*Task objective:*
Retype, word for word, every line of the records below starting at the one that contains "trace(major, '#fff', 19);" and ending at the one that contains "M0,250L122,0"; include both of those lines and nothing more.

*Information shown:*
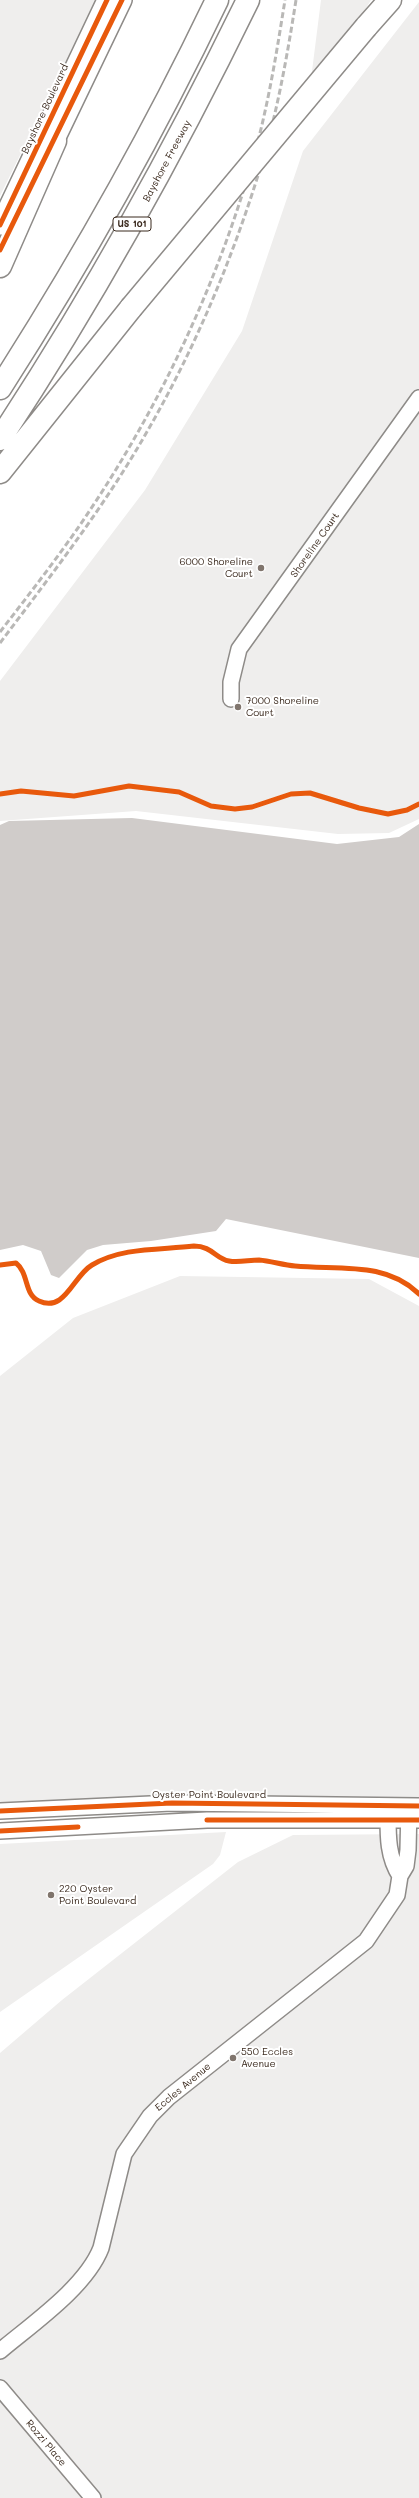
<!DOCTYPE html>
<style>
body{margin:0}
canvas{display:block;background:#fff}
</style>
<canvas width="419" height="2498"></canvas>
<script>
const ctx = document.querySelector('canvas').getContext('2d');
ctx.lineJoin = 'round';
function paint(path, color) { ctx.fillStyle = color; ctx.fill(path, 'evenodd'); }
function trace(path, color, width, dash) { ctx.strokeStyle = color; ctx.lineWidth = width; ctx.lineCap = dash ? 'butt' : 'round'; ctx.setLineDash(dash || []); ctx.stroke(path); }
function write(font, color, halo, rows, align = 'center') {
  ctx.font = font + ' Mali,sans-serif'; ctx.lineWidth = 4; ctx.setLineDash([]); ctx.textBaseline = 'middle'; ctx.strokeStyle = halo; ctx.fillStyle = color; for (const [text, x, y, turn = 0] of rows) {
    ctx.save(); ctx.translate(x, y); ctx.rotate((+turn || 0) * Math.PI / 180); ctx.textAlign = isNaN(turn) ? turn : align; if (halo) ctx.strokeText(text, 0, 0); ctx.fillText(text, 0, 0); ctx.restore();
  }
}
paint(new Path2D(`
 M0,0H96L0,196Z
 M321,0H371L360,18L311,79Z
 M419,2V819L389,833L338,834L136,811L0,821V681L145,490L242,331L303,151Z
 M180,1276L369,1279L419,1306V1798L0,1804V1376L73,1318Z
 M226,1832L220,1855L213,1864L0,2012V1844Z
 M419,1834V2498H0V2053L62,2000L238,1862L293,1835Z`), '#efeeed');
paint(new Path2D(`
 M132,818L337,844L399,837L419,824V1258L226,1219L216,1231L151,1241L103,1245L87,1250L59,1278L51,1275L41,1251L23,1245L0,1250V825L9,821Z`), '#d0ccca');
const minor = new Path2D(`
 M231,699V682L239,649L419,398
 M388,1810C388,1834 387,1856 400,1876
 M0,1811L172,1803L418,1806
 M0,1831L207,1820H419
 M0,2351C32,2324 86,2287 101,2248L124,2154L150,2116L169,2097L366,1941L397,1895L400,1876L406,1866L408,1850L409,1806
 M0,2388L93,2498`);
const major = new Path2D(`
 M48,154L122,0
 M0,225L107,0`);
const highway = new Path2D(`
 M366,27L390,0
 M0,266L55,141
 M0,388C80,263 153,134 217,0
 M0,439C93,298 174,152 248,0
 M0,472L131,308`);
trace(minor, '#8e8b88', 18);
trace(major, '#8e8b88', 22);
trace(highway, '#8e8b88', 25);
trace(minor, '#fff', 15);
trace(major, '#fff', 19);
trace(highway, '#fff', 22);
trace(new Path2D(`
 M0,632C27,597 55,561 80,525C154,417 213,295 250,169C267,114 276,56 285,0
 M0,643C52,574 105,506 148,430C195,348 232,260 260,169C277,114 287,57 296,0`), '#b9b8b6', 3, [6, 3]);
const highwayBridge = new Path2D(`
 M131,308L366,27`);
trace(highwayBridge, '#8e8b88', 25, []);
trace(highwayBridge, '#fff', 22);
trace(new Path2D(`
 M0,225L107,0
 M0,250L122,0
 M0,794L21,791L74,796L129,786L179,792L211,806L235,809L252,807L291,794L310,793L359,808L388,814L407,810L419,804
 M0,1265L16,1263C29,1273 24,1295 39,1301C65,1313 73,1276 92,1265C122,1247 160,1250 194,1246C212,1246 216,1259 229,1261C238,1263 249,1260 259,1260C271,1261 283,1265 295,1266C338,1270 386,1261 419,1294
 M0,1811L172,1803L419,1806
 M207,1820H419
 M0,1831L78,1827`), '#e8590c', 5);
for (const [x, y, r, color] of [
 [261,568,4,"#80756d"],
 [238,707,4,"#80756d"],
 [51,1895,4,"#80756d"],
 [233,2058,4,"#80756d"]
]) { const dot = new Path2D(); dot.arc(x, y, r, 0, 2 * Math.PI); ctx.fillStyle = color; ctx.fill(dot); trace(dot, '#fff', 1.5); }
for (const [x, y, w] of [
 [132,224,38]
]) { const box = new Path2D(); box.roundRect(x - w / 2, y - 7, w, 14, 3); ctx.fillStyle = '#fff'; ctx.fill(box); trace(box, '#3b2a1e', 1); }
write('bold 9px', '#3b2a1e', null, [
 ["US 101",132,224]
]);
write('10px', '#3b2a1e', '#fff', [
 ["Bayshore Boulevard",45,109,-65],
 ["Bayshore Freeway",167,161,-62],
 ["Shoreline Court",315,545,-55],
 ["Oyster Point Boulevard",209,1795],
 ["Eccles Avenue",183,2087,-40],
 ["Rozzi Place",46,2443,50]
]);
write('10px', '#3b2a1e', '#fff', [
 ["6000 Shoreline",253,562,"right"],
 ["Court",253,574,"right"],
 ["7000 Shoreline",246,701],
 ["Court",246,713],
 ["220 Oyster",59,1889],
 ["Point Boulevard",59,1901],
 ["550 Eccles",241,2052],
 ["Avenue",241,2064]
], 'left');
</script>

*Reply to the exercise:*
trace(major, '#fff', 19);
trace(highway, '#fff', 22);
trace(new Path2D(`
 M0,632C27,597 55,561 80,525C154,417 213,295 250,169C267,114 276,56 285,0
 M0,643C52,574 105,506 148,430C195,348 232,260 260,169C277,114 287,57 296,0`), '#b9b8b6', 3, [6, 3]);
const highwayBridge = new Path2D(`
 M131,308L366,27`);
trace(highwayBridge, '#8e8b88', 25, []);
trace(highwayBridge, '#fff', 22);
trace(new Path2D(`
 M0,225L107,0
 M0,250L122,0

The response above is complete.